Comparing a New C difficile Test to the Standard Diagnostic Tool

Paul A. Granato, PhD

A novel Clostridium difficile diagnostic test is a reliable option for clinical laboratory use, according to a new study.

In general, nucleic acid amplification tests like polymerase chain reaction assays are the preferred test for diagnosing C difficile infection; however, recently, new tests have been cleared by the FDA. One of these tests, called the cobas Liat Cdiff nucleic acid test performed on the cobas Liat System can diagnose C difficile infection in 20 minutes. Specifically, it detects the C difficile tcbB gene which indicates the infection.

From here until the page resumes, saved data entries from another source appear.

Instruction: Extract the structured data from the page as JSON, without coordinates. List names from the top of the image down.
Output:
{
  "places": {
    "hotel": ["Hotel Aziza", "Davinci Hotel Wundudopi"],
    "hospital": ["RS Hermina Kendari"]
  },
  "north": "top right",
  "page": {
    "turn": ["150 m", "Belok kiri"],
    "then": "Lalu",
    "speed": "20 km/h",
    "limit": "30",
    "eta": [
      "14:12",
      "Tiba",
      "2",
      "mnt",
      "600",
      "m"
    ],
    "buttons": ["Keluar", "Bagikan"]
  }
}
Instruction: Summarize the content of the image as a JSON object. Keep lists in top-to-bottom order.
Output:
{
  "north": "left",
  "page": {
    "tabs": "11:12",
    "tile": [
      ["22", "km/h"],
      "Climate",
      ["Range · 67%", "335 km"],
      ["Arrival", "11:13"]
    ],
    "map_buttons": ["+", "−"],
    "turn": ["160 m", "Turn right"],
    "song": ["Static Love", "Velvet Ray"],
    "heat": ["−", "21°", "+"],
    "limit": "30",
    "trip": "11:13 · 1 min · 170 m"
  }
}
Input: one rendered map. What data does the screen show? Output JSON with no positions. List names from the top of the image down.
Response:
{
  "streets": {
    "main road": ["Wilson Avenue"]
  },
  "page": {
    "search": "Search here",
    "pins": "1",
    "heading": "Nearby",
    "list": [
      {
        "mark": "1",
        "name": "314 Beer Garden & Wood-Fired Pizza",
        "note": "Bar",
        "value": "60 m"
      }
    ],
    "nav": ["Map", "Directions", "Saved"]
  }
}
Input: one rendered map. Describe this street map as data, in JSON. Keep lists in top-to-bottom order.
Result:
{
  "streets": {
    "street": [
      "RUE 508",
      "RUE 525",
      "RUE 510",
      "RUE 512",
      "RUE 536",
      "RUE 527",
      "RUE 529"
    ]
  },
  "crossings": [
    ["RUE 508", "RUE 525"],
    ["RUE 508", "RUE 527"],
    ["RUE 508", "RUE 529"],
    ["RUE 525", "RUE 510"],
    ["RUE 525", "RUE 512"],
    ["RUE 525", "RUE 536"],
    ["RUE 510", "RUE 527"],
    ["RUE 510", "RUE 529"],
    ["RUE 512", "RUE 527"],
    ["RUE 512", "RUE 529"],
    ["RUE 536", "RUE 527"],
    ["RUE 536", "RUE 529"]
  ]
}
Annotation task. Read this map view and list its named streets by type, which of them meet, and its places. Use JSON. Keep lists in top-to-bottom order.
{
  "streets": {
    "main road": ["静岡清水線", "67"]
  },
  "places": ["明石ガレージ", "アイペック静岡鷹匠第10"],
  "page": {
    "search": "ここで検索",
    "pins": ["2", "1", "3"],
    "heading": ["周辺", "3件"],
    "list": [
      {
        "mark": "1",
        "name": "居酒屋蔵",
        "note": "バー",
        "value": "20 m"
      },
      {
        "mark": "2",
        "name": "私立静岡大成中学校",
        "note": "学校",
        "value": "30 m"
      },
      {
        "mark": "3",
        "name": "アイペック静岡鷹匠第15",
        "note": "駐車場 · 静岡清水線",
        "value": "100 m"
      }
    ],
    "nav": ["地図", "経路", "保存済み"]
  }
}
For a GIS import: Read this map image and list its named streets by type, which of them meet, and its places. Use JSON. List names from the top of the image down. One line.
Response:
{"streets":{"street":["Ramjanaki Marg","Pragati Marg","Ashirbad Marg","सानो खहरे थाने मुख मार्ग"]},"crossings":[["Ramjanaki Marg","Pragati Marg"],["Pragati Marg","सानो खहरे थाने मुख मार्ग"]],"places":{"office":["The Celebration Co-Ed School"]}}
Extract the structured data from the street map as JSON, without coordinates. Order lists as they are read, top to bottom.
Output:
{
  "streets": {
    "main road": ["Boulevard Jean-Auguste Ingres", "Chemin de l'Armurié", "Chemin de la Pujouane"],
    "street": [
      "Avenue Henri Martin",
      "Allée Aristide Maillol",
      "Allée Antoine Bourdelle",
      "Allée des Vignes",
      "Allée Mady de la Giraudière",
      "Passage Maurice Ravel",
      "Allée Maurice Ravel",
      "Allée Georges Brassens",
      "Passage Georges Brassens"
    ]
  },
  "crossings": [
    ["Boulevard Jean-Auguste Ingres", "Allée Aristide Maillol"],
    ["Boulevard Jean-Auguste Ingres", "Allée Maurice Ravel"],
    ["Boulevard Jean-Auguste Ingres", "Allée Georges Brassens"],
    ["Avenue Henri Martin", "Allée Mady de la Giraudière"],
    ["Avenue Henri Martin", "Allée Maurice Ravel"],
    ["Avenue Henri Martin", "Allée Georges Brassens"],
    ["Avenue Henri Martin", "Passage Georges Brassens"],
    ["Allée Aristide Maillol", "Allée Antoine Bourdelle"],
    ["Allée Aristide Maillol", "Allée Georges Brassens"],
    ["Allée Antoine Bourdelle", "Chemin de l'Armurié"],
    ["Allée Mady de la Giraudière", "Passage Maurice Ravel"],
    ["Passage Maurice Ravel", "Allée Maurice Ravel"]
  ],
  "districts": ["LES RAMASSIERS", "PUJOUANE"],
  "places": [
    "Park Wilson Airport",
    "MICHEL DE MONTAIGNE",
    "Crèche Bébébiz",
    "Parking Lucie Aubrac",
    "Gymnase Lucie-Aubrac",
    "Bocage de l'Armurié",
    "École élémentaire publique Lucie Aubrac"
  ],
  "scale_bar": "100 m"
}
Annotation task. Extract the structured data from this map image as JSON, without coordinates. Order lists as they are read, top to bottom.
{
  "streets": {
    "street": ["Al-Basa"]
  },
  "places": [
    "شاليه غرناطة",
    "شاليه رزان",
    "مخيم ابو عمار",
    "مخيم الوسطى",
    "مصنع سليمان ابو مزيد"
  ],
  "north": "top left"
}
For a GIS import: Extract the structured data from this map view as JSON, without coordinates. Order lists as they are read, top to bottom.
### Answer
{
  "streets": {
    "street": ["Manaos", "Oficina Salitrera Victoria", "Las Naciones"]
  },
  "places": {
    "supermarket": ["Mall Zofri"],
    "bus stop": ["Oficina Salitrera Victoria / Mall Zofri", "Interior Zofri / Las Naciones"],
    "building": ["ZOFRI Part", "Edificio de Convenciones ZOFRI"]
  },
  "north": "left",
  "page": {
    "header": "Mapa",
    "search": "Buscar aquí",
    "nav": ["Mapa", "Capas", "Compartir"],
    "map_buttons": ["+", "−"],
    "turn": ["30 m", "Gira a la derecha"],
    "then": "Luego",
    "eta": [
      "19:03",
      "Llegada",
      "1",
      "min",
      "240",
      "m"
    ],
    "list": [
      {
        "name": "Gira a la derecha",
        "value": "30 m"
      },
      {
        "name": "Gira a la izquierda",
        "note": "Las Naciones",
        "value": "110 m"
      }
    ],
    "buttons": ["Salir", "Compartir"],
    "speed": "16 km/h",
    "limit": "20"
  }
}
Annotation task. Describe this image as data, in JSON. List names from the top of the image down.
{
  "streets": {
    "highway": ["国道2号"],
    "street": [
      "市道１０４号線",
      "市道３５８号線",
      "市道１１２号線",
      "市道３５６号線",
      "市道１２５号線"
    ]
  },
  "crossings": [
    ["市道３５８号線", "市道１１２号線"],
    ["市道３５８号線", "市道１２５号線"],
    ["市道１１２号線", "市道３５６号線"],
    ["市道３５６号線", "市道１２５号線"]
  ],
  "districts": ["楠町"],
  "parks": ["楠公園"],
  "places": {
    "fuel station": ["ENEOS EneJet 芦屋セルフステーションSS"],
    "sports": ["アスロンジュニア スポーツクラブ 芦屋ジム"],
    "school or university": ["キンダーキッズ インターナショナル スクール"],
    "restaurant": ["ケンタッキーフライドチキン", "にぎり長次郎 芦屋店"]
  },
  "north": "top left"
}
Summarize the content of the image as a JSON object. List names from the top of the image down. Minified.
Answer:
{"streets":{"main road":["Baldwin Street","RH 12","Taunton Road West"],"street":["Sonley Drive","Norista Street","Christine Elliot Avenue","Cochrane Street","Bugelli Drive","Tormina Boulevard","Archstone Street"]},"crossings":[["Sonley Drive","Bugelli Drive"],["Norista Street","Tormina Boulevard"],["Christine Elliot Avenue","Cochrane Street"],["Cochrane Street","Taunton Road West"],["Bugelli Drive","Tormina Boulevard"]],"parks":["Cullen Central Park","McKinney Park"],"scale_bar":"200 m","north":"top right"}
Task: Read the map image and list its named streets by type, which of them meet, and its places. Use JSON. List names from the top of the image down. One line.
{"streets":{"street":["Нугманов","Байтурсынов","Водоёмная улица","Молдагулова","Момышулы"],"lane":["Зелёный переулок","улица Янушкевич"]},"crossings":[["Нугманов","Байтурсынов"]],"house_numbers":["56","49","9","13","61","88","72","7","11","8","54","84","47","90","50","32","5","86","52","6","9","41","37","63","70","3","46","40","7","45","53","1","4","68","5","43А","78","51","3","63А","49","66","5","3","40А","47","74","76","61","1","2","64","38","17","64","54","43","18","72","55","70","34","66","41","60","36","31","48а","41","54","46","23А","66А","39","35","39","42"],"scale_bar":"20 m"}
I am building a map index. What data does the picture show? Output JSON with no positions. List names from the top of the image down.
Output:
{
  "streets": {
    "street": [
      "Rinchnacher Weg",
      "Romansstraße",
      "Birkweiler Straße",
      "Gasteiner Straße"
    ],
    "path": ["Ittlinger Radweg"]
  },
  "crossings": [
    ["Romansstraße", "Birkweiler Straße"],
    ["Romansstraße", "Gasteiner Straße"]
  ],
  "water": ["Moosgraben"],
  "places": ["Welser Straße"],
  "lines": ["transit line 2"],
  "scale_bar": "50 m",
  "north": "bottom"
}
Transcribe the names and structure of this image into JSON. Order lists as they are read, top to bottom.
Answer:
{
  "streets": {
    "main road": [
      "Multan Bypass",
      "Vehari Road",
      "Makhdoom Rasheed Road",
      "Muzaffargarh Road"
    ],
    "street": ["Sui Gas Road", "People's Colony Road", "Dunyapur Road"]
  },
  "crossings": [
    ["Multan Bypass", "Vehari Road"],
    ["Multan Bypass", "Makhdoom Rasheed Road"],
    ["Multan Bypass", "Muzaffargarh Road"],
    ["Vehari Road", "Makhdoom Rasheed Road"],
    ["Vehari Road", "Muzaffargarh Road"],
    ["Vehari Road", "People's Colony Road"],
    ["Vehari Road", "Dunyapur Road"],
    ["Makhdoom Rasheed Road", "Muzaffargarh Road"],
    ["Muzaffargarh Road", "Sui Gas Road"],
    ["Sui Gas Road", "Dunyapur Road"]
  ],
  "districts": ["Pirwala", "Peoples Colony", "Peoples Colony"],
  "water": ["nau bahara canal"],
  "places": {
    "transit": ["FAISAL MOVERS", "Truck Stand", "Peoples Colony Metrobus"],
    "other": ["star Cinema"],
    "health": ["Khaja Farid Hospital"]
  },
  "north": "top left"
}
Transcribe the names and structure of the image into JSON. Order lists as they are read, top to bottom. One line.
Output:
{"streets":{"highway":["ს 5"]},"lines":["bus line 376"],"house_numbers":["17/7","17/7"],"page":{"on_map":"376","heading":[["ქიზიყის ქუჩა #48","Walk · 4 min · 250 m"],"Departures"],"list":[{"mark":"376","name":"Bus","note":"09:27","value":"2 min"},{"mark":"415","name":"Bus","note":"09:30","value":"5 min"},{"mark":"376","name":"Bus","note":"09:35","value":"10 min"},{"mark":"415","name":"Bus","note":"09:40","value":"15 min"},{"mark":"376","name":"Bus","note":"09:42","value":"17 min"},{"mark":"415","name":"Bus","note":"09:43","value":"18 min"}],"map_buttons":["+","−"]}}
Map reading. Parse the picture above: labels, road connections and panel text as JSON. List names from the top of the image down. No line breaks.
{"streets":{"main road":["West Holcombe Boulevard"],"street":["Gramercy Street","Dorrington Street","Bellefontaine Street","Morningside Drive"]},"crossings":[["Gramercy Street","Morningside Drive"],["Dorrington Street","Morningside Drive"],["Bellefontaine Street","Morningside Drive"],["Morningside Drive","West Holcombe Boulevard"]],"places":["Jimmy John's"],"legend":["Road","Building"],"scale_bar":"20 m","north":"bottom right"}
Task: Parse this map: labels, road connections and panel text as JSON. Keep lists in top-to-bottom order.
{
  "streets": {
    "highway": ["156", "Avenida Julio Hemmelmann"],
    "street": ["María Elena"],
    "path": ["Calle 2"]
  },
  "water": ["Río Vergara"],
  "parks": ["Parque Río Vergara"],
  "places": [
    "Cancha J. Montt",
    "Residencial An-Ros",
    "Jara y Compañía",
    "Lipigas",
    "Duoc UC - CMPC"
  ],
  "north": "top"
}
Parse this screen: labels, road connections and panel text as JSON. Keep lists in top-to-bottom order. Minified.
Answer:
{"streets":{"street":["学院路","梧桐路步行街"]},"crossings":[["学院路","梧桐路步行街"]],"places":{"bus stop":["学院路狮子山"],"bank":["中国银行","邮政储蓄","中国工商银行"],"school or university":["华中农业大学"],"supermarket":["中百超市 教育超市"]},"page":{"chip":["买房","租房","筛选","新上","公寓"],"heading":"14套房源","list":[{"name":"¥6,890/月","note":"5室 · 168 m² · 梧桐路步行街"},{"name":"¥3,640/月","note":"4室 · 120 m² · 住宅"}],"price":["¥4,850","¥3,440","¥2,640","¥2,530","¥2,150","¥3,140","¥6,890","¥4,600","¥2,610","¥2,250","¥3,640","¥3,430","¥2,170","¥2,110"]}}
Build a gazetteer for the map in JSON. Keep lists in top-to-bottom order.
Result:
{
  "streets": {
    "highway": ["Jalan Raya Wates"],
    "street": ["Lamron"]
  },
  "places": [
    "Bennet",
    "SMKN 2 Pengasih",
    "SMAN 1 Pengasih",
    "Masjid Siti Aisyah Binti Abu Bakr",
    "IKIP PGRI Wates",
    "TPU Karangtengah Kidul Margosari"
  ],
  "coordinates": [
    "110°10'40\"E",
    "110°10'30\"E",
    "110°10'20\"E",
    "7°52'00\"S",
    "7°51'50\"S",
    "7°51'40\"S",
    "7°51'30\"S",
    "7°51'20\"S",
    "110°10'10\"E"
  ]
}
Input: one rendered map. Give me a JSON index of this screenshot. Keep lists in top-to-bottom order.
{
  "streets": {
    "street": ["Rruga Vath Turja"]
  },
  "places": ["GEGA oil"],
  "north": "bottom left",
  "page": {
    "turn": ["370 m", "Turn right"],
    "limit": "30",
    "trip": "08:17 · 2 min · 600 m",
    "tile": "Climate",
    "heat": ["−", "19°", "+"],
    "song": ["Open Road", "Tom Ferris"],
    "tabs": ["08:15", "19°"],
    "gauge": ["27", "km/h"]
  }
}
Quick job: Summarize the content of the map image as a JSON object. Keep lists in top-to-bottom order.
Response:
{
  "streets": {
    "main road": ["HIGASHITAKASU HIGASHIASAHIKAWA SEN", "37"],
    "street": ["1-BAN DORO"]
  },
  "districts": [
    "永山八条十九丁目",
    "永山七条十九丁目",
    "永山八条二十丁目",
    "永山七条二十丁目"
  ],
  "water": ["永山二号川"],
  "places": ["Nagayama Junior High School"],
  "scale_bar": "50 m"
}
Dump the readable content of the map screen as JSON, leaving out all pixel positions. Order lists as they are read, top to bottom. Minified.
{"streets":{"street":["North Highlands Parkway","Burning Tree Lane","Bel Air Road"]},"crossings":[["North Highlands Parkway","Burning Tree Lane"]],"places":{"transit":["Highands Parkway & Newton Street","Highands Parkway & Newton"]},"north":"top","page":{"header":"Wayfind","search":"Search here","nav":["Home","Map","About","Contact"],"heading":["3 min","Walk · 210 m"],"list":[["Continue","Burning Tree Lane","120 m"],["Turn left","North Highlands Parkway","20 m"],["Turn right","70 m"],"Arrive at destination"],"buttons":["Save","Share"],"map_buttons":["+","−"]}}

As senior study author Paul A. Granato, PhD, told MD Magazine^®: “C difficile gastrointestinal infection is a serious, potentially life-threatening disease. Its rapid and reliable laboratory diagnosis is important for proper patient therapeutic management and the early implementation of appropriate infection prevention measures for hospitalized patients and individuals living in extended care facilities.”

Investigators from upstate New York used 310 prospectively-collected stool samples that were tested for signs and symptoms of C difficile infection in order to evaluate the novel C difficile diagnostic tool in clinical settings.

The stool samples were tested using the standard test as well as the cobas Liat Cdiff tests at 2 sites (Syracuse, New York, and Minneapolis, Minn.) Initially, the investigators expected a minimum of 50 stool samples with positive results from the group of 300, which would definitively determine statistical agreement between the cobas Liat Cdiff and the standard test.

In total 55 stool samples tested positive for C difficile infection according to the standard test, the investigators reported. Then, the team calculated the overall percent agreement (OPA), positive percent agreement (PPA), and negative percent agreement (NPA) between the 2 tests, and found that the OPA, PPA, and NPA between the 2 tests were 96.4%, 94.5%, and 98%, respectively.

“Experience with the cobas Liat C difficile PCR test has shown that it compares favorably with a well-established, reference molecular method and that is a user-friendly assay that can be performed as an on-demand test by all laboratory shifts with reliable final test results available within 20 minutes,” Granato explained.

The study authors said this is the first study of its kind to compare the 2 diagnostic tools using symptomatic patient stool samples. In the past, other studies have compared tools, but they had lower concordance rates of 93% and 90%.

“The cobas Liat Cdiff test’s simplicity of use, rapid result reporting, and high sensitivity for C difficile tcdB gene detection offer an additional sensitive and reliable technological option for small- and medium-sized laboratories to perform this diagnostic service,” the study authors said.

They added that the 2 tests are “equivalent,” but further studies investigating how the tool can reduce the time to diagnosis, improve C difficile infection management, and contain the spread of infection within and outside the health care settings are still needed.

The study was funded by Roche, who developed the cobas Liat System.

The paper, titled “Performance comparison of the cobas Liat and Cepheid GeneXpert systems for Clostridium difficile detection,” was published in PLOS One.